Write each record again exactly as it stands.

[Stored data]

——————

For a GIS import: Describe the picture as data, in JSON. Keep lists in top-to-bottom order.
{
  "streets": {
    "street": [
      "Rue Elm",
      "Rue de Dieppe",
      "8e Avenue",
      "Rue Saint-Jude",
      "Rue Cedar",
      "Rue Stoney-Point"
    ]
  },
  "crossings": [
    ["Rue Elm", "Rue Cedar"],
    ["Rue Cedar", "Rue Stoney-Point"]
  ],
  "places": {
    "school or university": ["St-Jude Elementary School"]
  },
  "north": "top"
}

——————

• [Output of the task]
For a GIS import: Describe the picture as data, in JSON. Keep lists in top-to-bottom order.
{
  "streets": {
    "street": [
      "Rue Elm",
      "Rue de Dieppe",
      "8e Avenue",
      "Rue Saint-Jude",
      "Rue Cedar",
      "Rue Stoney-Point"
    ]
  },
  "crossings": [
    ["Rue Elm", "Rue Cedar"],
    ["Rue Cedar", "Rue Stoney-Point"]
  ],
  "places": {
    "school or university": ["St-Jude Elementary School"]
  },
  "north": "top"
}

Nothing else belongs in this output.